═════ Dataset records
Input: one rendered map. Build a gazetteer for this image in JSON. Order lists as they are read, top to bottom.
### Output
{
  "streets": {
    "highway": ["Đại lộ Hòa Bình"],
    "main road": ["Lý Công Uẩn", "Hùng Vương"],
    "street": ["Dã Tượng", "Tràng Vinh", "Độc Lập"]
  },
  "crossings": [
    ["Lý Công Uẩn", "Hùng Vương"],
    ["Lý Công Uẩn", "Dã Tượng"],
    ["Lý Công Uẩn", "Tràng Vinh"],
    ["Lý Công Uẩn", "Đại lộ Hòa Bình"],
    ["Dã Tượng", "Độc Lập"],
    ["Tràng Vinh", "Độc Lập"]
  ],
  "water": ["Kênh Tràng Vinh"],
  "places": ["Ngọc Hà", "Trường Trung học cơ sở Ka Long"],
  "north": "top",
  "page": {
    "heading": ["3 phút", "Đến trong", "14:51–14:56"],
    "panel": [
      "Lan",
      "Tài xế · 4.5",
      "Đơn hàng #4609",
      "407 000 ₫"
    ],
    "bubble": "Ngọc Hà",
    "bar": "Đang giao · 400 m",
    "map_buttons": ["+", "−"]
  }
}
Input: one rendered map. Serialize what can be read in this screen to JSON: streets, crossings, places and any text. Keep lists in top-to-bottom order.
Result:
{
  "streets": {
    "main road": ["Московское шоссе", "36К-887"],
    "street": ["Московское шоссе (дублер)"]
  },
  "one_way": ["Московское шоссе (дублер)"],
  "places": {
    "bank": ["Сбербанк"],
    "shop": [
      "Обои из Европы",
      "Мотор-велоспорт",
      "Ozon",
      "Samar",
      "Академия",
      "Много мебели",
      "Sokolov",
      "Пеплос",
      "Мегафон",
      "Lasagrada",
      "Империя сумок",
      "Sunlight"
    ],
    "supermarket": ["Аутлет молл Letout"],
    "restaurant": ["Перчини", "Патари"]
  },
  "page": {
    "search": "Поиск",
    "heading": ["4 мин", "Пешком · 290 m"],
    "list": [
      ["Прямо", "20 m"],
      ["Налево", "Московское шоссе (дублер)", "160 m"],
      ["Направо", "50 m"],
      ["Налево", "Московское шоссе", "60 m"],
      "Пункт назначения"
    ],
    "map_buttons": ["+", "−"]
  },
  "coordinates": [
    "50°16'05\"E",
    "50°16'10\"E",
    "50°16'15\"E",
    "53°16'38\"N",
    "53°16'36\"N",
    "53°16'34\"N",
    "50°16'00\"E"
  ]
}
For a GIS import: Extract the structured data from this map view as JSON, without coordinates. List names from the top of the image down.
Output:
══════════
Your goal =
The required output is every line of the entries, starting at the one that contains "For a GIS import: Extract" and ending at the last, copied exactly.

Written answer =
For a GIS import: Extract the structured data from this map view as JSON, without coordinates. List names from the top of the image down.
Output:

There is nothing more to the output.